§ **TASK TO COMPLETE**
Which lines in the records below mention the word "display"? Copy each one out.

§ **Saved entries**
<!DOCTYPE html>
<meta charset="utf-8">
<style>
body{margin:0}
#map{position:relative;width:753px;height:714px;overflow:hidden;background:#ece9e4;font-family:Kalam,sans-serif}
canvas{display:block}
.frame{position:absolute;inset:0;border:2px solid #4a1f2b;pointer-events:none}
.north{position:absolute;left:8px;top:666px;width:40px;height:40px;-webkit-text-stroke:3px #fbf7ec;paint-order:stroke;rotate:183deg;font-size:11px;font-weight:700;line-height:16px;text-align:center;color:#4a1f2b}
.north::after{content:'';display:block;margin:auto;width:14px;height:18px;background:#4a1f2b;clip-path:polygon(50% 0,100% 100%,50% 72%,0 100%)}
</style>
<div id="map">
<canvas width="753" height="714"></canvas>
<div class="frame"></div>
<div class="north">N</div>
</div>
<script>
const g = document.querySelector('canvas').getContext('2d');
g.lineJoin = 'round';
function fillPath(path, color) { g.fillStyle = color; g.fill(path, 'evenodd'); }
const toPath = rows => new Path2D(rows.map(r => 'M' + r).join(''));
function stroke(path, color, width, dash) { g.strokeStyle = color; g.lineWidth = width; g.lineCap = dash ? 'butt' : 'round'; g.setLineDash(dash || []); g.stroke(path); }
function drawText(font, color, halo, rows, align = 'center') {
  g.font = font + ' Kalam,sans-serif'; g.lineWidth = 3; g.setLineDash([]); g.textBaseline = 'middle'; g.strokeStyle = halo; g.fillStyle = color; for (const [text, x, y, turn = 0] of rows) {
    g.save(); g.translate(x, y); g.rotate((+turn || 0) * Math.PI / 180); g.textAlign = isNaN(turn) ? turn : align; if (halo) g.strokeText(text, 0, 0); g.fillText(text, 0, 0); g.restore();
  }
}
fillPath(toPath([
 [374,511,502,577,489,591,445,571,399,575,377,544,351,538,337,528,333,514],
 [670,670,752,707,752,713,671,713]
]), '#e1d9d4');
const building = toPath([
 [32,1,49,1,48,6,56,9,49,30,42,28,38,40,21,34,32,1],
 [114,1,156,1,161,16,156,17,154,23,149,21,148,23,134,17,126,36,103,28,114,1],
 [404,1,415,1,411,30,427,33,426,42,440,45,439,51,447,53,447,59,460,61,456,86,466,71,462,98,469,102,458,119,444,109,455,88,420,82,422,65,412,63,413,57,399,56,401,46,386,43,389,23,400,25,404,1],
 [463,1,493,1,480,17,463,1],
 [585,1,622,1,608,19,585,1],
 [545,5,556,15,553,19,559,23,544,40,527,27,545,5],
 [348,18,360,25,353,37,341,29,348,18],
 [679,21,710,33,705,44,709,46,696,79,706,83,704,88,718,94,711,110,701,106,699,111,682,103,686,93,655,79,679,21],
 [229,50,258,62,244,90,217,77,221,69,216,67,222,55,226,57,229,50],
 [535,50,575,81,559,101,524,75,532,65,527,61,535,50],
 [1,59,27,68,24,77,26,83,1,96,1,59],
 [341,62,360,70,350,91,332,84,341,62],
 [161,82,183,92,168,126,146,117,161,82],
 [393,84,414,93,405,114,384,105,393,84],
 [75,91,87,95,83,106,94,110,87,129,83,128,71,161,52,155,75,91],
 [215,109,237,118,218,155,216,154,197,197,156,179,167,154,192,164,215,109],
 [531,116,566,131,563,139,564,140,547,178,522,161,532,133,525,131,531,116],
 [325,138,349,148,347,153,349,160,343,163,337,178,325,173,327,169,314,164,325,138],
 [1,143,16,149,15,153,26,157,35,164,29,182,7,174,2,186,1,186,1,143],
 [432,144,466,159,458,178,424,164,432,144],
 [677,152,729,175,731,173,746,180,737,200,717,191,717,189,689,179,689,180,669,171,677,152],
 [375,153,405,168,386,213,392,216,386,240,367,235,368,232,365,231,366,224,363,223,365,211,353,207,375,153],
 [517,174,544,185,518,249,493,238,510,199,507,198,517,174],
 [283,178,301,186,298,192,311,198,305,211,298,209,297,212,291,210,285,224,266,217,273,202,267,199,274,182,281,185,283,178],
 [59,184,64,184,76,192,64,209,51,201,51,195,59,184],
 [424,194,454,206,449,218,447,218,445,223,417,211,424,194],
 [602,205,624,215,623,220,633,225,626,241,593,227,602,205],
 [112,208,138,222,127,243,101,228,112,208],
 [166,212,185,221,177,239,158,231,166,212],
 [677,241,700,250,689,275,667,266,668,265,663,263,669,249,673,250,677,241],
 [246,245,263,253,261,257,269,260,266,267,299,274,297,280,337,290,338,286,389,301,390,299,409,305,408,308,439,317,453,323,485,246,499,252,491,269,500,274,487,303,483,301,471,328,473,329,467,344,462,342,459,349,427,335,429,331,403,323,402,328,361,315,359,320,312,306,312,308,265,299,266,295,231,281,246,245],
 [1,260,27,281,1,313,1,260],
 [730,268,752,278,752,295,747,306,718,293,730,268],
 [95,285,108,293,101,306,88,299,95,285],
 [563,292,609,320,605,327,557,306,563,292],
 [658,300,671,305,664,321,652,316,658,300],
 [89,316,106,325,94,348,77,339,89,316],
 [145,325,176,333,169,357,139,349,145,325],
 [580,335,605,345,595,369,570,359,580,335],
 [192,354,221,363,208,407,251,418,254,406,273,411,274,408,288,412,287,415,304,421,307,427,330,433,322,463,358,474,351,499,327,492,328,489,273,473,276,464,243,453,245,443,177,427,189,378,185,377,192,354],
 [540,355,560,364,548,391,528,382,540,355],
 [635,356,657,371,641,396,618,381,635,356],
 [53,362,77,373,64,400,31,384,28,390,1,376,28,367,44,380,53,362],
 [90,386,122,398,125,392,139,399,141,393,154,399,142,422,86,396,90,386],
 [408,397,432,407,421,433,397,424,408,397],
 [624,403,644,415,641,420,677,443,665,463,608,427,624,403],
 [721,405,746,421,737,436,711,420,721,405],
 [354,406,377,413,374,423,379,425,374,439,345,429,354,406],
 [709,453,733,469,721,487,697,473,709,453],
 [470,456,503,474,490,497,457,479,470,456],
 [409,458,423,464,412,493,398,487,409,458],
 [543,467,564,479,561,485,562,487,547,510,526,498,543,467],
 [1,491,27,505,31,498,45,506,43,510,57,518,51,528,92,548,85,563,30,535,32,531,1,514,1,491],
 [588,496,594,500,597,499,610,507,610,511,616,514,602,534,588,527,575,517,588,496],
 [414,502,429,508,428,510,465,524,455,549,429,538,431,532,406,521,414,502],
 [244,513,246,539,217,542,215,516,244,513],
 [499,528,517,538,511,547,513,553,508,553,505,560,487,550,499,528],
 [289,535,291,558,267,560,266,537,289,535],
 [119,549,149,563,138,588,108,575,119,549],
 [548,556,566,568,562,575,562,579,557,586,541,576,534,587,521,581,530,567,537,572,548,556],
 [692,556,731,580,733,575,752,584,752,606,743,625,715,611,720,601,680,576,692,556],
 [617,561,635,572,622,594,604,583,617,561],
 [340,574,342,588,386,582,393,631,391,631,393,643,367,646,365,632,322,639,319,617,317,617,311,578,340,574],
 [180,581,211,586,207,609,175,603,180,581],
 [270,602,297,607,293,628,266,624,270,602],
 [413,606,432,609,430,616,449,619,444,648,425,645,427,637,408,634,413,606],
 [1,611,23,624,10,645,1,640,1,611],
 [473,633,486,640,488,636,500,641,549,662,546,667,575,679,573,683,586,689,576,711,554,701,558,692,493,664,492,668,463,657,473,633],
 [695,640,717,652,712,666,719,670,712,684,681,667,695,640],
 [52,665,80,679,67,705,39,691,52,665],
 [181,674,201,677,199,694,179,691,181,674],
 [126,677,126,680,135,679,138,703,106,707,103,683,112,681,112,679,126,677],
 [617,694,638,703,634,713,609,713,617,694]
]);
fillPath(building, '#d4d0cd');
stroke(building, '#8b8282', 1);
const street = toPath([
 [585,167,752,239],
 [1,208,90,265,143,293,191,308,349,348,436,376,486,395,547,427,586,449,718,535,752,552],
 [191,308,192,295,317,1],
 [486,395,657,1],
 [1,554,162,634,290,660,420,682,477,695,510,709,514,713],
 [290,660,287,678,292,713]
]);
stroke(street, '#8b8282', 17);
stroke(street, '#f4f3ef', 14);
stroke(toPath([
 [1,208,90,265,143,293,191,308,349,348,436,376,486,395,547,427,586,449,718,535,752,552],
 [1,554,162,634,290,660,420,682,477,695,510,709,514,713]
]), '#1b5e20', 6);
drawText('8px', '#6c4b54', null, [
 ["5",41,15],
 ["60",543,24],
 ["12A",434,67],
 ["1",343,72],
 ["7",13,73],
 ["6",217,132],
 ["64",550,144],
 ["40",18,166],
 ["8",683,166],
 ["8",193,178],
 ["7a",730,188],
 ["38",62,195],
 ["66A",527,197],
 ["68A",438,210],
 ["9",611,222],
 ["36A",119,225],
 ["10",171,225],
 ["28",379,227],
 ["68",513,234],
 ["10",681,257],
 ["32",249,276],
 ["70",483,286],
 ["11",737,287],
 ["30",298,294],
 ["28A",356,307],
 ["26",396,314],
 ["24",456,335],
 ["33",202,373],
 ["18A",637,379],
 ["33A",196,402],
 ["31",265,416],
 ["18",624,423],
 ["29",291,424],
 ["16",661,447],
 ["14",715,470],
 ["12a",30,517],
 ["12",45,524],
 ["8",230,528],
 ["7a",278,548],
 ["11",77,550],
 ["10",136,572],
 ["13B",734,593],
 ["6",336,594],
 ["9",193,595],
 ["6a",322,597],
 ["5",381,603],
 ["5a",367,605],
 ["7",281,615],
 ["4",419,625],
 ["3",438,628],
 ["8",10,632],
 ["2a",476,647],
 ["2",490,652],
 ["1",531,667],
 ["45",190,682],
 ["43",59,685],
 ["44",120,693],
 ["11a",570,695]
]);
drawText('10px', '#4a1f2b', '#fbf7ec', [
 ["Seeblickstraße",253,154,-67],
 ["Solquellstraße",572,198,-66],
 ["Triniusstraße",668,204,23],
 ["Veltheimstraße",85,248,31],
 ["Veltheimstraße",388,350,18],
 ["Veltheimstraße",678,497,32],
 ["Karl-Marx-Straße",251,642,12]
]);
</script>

§ **ANSWER AREA**
canvas{display:block}
.north::after{content:'';display:block;margin:auto;width:14px;height:18px;background:#4a1f2b;clip-path:polygon(50% 0,100% 100%,50% 72%,0 100%)}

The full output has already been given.